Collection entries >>
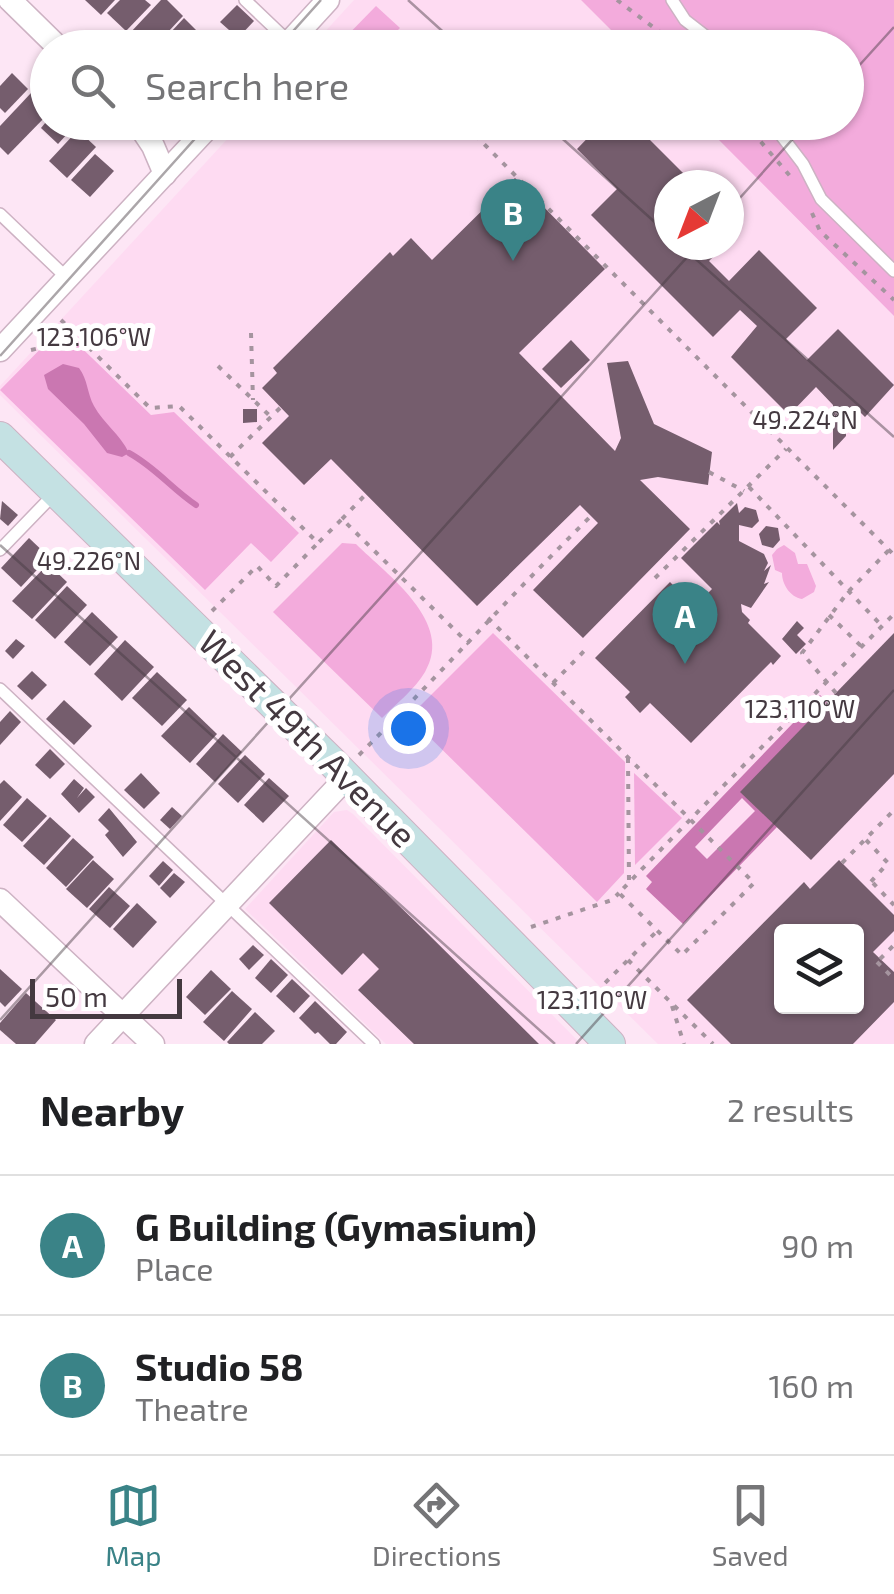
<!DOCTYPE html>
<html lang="en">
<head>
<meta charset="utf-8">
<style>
	:root { --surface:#fff; --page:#f2f2f2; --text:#202124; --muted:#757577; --line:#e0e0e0; --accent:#3a8387 }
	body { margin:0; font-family:"Exo 2",sans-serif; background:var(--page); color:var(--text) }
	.controls { position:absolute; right:30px; bottom:30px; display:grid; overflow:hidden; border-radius:10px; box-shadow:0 2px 8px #0004 }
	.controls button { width:90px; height:90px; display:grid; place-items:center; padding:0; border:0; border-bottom:2px solid var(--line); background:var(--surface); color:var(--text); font:50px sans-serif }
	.compass { position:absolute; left:654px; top:170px; width:90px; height:90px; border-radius:50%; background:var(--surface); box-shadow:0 2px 8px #0004; rotate:222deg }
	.scale { position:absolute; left:30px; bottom:25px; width:152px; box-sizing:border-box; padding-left:10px; border:5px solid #443940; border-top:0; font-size:28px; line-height:35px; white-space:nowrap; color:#443940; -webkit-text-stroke:8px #fff; paint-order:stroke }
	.you { position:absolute; left:408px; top:728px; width:35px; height:35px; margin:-25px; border:8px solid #fff; border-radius:50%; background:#1a73e8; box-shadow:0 0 0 15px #1a73e833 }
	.badge { display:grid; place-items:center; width:65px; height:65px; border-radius:50%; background:var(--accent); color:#fff; font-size:32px; font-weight:700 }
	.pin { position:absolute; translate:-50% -82px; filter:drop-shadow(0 2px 5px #0008) }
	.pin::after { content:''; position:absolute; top:52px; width:35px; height:30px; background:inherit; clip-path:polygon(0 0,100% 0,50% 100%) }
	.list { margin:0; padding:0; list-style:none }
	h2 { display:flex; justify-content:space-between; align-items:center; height:130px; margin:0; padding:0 40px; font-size:42px }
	h2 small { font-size:32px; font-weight:400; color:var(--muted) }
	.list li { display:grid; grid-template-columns:65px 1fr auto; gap:30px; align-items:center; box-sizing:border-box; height:140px; padding:0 40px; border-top:2px solid var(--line) }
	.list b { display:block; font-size:38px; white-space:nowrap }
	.list p { margin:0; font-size:32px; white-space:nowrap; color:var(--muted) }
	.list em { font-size:32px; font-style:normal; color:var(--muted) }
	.icon { flex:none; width:55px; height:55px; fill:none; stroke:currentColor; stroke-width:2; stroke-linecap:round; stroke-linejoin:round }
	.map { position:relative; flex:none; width:894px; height:1044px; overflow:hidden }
	.search { position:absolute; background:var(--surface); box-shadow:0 2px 8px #0004; left:30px; right:30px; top:30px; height:110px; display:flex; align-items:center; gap:25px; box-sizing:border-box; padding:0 35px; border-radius:55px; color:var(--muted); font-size:38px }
	.sheet { height:410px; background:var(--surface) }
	nav { display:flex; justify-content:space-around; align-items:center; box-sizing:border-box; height:140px; border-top:2px solid var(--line); background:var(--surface); font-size:28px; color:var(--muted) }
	nav a { display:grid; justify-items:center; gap:5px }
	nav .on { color:var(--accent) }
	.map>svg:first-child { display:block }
	.built { fill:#fedbf2; fill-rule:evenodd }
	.green { fill:#f3abdc }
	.water { fill:#ca77b1; fill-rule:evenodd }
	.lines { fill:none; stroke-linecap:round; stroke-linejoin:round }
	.stream { stroke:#ca77b1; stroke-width:6 }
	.building { fill:#755d6d; fill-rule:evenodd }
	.lane-casing { stroke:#cdb2c3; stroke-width:14 }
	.street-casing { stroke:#cdb2c3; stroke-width:25 }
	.secondary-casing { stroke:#cdb2c3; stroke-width:32 }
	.path { stroke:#a5949f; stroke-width:4; stroke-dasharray:5 8; stroke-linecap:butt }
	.lane { stroke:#fff; stroke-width:11 }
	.street { stroke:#fff; stroke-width:22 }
	.secondary { stroke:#c4e1e3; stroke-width:30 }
	.ticks { fill:none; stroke:#443940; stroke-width:2.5; stroke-opacity:0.45 }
	.labels { text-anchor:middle; stroke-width:10; stroke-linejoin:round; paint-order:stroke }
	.street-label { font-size:35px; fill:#443940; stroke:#fff }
	.ticks-label { font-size:25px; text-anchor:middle; fill:#443940; stroke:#fff; stroke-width:10; stroke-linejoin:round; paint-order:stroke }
</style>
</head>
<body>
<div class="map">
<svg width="894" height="1044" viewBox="0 0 894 1044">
	<rect width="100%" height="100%" fill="#fde6f5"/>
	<g class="built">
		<path d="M354,0H581L628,47L310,48Z"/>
		<path d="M242,123H702L894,316V1044H658L0,395V386ZM669,185H729V245H669ZM782,932H856V1006H782Z"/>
		<path d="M347,810L353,814L581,1044H386L245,909L334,812Z"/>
	</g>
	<g class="green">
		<path d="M581,0H894V316L702,123L846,122V48L628,47Z"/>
		<path d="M376,6L400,28L381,47H336Z"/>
		<path d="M61,328L151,415L174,412L299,533L271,562L251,543L205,590L0,390Z"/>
		<path d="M342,543L356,544C387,575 455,622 425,672C415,689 396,704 382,718L273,612Z"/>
		<path d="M784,545L795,553L798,564H807L816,586L814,592L802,599C790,597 782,584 782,573L775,570L772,555L777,549Z"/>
		<path d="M493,633L625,762L624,873L597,902L409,717Z"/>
		<path d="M634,773L682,818L635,865Z"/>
	</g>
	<g class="water">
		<path d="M63,364L79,368C88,380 87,393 94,406C104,424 120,434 129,453L122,457L107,453L84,424L48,389L44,375Z"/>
		<path d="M820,695L827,702L777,827L683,924L646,889L652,882L646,876ZM742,798L755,811L707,859L695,847Z"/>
	</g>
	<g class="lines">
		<path class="stream" d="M129,453C155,467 172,489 196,505"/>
	</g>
	<g class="building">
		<path d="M85,0H115L101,15Z"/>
		<path d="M120,0H145L151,5L126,31L107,13Z"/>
		<path d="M161,0H167L183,16L153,48H145L130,33Z"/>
		<path d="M237,5L254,21L238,38L220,22Z"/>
		<path d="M184,18L204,38L194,48H156Z"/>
		<path d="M12,73L28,89L5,113L0,108V86Z"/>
		<path d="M31,93L48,108V114L8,155L0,147V126Z"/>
		<path d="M46,122H78L58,144L41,128Z"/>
		<path d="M603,122H632L695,185H669V245H725L709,261L729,281L759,250L817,308L786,339L807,360L838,329L894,385L865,417L858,410L846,421V436L833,450V405L816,387L789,415L731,357L757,326L740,310L713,337L591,215L617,189L577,149Z"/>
		<path d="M78,130L96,147L67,178L49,161Z"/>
		<path d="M95,154L114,171L90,197L71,180Z"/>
		<path d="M515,178L605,269L519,353L615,451L621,438L607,363L628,361L654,424L712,452L708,485L658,477L640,480L690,529L583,638L533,590L598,523L580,505L477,606L331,459L304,485L262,443L289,416L262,388L277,373L273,368L390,252L393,256L411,238L432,260Z"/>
		<path d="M571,340L590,360L561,388L542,369Z"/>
		<path d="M243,409H257V422L243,423Z"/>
		<path d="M2,501L18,515L8,526L0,519Z"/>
		<path d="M737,503L739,513L745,507L756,510L759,521L752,528L739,525V541L764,554L768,563L764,571L771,565L764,584L769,582L751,608L741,604L742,612L750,620L748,623L781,656L773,665L771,662L691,743L650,703L640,713L625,697L630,692L595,658L670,582L702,615L708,609L700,601L712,589L681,558L717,522L720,525L719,521Z"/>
		<path d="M766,526L778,528L780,540L773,548L762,545L759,534Z"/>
		<path d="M29,538L49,557L21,587L1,568Z"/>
		<path d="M48,564L67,582L32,619L12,601Z"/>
		<path d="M67,586L87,605L55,639L35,620Z"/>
		<path d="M92,612L118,637L90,666L64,642Z"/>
		<path d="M797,621L804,628L797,635L806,644L796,654L782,639Z"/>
		<path d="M894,633V774L811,860L740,792Z"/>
		<path d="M16,639L25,646L13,659L5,651Z"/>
		<path d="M125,640L154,667L122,701L94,674Z"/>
		<path d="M32,671L47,685L32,700L17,686Z"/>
		<path d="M157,672L187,700L162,726L132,698Z"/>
		<path d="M64,700L92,726L74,745L46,719Z"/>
		<path d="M189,707L217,734L190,763L161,736Z"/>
		<path d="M10,711L21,722L0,745V722Z"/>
		<path d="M223,734L242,752L215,782L196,764Z"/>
		<path d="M50,749L65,764L50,779L35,765Z"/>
		<path d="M245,755L265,774L238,803L218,784Z"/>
		<path d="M141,773L160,793L144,809L124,790Z"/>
		<path d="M269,778L289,796L263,823L244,805Z"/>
		<path d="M74,779L84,788L77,798L86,788L95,797L79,813L61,794Z"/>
		<path d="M4,780L22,797L0,821V784Z"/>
		<path d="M27,798L47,816L22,842L3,825Z"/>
		<path d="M172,807L182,816L170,829L160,820Z"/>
		<path d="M109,808L137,842L123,857L105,835L109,831L98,820Z"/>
		<path d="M50,817L71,836L44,865L23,846Z"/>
		<path d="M73,838L94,857L66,887L46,868Z"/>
		<path d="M331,840L420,926L539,1044H414L358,990L379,969L363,953L342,975L269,903Z"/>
		<path d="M93,860L114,879L87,908L66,889Z"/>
		<path d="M839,860L894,915V931L873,952L894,972V1002L853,1044H731L687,1000L804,882L810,889ZM782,932H856V1006H782Z"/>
		<path d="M163,861L173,870L159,886L149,876Z"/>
		<path d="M174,873L185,882L170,898L160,888Z"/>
		<path d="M109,887L130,906L110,928L89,909Z"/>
		<path d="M137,903L157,922L133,948L113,929Z"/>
		<path d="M253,945L264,955L249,970L239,959Z"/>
		<path d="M271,959L288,975L271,993L255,978Z"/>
		<path d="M0,969L22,989L5,1007L0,1002Z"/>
		<path d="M211,970L231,989L205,1015L186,997Z"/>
		<path d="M292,979L310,996L294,1013L276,996Z"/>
		<path d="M232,991L252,1009L224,1041L203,1022Z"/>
		<path d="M26,993L56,1020L35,1044H16L0,1030V1023Z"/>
		<path d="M315,1001L347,1032L336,1044H330L318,1032L315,1034L299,1018Z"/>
		<path d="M255,1012L275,1031L262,1044H229L227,1042Z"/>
	</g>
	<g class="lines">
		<defs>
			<g id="lane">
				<path d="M245,0L289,42"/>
				<path d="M672,0L685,20L721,48"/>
				<path d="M771,122L803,164L821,199L894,271"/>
				<path d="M0,214L67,278"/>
				<path d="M0,550L56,492"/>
				<path d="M0,689L374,1044"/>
			</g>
			<g id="street">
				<path d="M10,0L59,48"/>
				<path d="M284,48L328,0"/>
				<path d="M137,122L153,146L165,174"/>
				<path d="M0,350L213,122"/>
				<path d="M0,900L153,1044"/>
				<path d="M96,1044L347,777"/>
			</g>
			<path id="secondary" d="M0,437L332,762L610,1044"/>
		</defs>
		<use href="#lane" class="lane-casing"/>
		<use href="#street" class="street-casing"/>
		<use href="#secondary" class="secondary-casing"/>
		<g class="path">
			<path d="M617,0L665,36L676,48"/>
			<path d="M744,122L790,176"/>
			<path d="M466,126L894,555"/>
			<path d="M812,213L820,231L894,300"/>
			<path d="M61,320L150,408L179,406L318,543L342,519L469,644"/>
			<path d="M251,333L253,400"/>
			<path d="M31,350L80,339"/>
			<path d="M218,366L271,417"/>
			<path d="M230,457L281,407"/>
			<path d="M709,472L744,491"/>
			<path d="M749,487L882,626"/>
			<path d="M342,519L366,494"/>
			<path d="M655,578L786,449"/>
			<path d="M212,611L257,566L276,586L318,543"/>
			<path d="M829,615L861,646"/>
			<path d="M488,618L754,883L682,955L619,893C709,799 802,707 894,614"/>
			<path d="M553,683L589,646"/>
			<path d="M836,693L802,653L848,592L889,550"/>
			<path d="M359,755C438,676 512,594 591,516"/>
			<path d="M628,758L629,882"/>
			<path d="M866,840L888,863L866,887"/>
			<path d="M842,863L894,810"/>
			<path d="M873,883L894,905"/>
			<path d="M531,927L612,900L619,893"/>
			<path d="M880,959L894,945"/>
			<path d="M628,960L713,1044"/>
			<path d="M877,962L890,975"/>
			<path d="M596,992L657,931"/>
			<path d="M672,1006L684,1044"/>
		</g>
		<use href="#lane" class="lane"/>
		<use href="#street" class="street"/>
		<use href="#secondary" class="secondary"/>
	</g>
	<path class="ticks" d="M408,0L461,48M278,48L321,0M846,80L894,27M544,122L669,235M729,210L808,122M680,245L894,437M0,356L210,122M0,545L555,1044M0,1020L698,245M576,1044L894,690"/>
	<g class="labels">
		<g class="street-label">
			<text transform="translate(307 739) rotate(45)" y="12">West 49th Avenue</text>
		</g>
	</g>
	<g class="ticks-label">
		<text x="94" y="346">123.106°W</text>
		<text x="805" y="429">49.224°N</text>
		<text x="89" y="570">49.226°N</text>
		<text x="800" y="718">123.110°W</text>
		<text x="592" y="1009">123.110°W</text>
	</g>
</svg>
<div class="controls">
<button><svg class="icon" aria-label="layers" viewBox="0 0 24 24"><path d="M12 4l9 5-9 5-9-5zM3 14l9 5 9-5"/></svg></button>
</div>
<svg class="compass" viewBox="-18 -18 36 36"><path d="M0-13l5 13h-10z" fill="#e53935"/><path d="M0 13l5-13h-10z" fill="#757577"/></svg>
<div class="scale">50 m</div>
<div class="you"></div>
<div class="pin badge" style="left:685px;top:664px">A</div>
<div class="pin badge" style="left:513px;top:261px">B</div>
<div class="search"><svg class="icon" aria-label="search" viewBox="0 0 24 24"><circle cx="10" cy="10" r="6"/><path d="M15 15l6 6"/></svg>Search here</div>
</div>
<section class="sheet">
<h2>Nearby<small>2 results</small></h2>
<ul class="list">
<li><span class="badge">A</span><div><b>G Building (Gymasium)</b><p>Place</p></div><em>90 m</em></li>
<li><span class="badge">B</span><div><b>Studio 58</b><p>Theatre</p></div><em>160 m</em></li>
</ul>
</section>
<nav>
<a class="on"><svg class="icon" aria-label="map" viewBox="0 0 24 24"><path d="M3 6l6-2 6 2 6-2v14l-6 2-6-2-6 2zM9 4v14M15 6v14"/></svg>Map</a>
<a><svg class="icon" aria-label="directions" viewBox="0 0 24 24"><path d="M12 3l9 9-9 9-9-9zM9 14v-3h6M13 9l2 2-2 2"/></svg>Directions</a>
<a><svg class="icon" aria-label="saved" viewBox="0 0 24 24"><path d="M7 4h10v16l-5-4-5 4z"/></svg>Saved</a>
</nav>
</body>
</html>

TASK DETAILS >>
The required answer is the exact run of lines above starting at the line with "display:grid; place-items:center; width:65px;" and ending at the line with "margin:0; padding:0; list-style:none", with both ends present.

RESPONSE AREA >>
	.badge { display:grid; place-items:center; width:65px; height:65px; border-radius:50%; background:var(--accent); color:#fff; font-size:32px; font-weight:700 }
	.pin { position:absolute; translate:-50% -82px; filter:drop-shadow(0 2px 5px #0008) }
	.pin::after { content:''; position:absolute; top:52px; width:35px; height:30px; background:inherit; clip-path:polygon(0 0,100% 0,50% 100%) }
	.list { margin:0; padding:0; list-style:none }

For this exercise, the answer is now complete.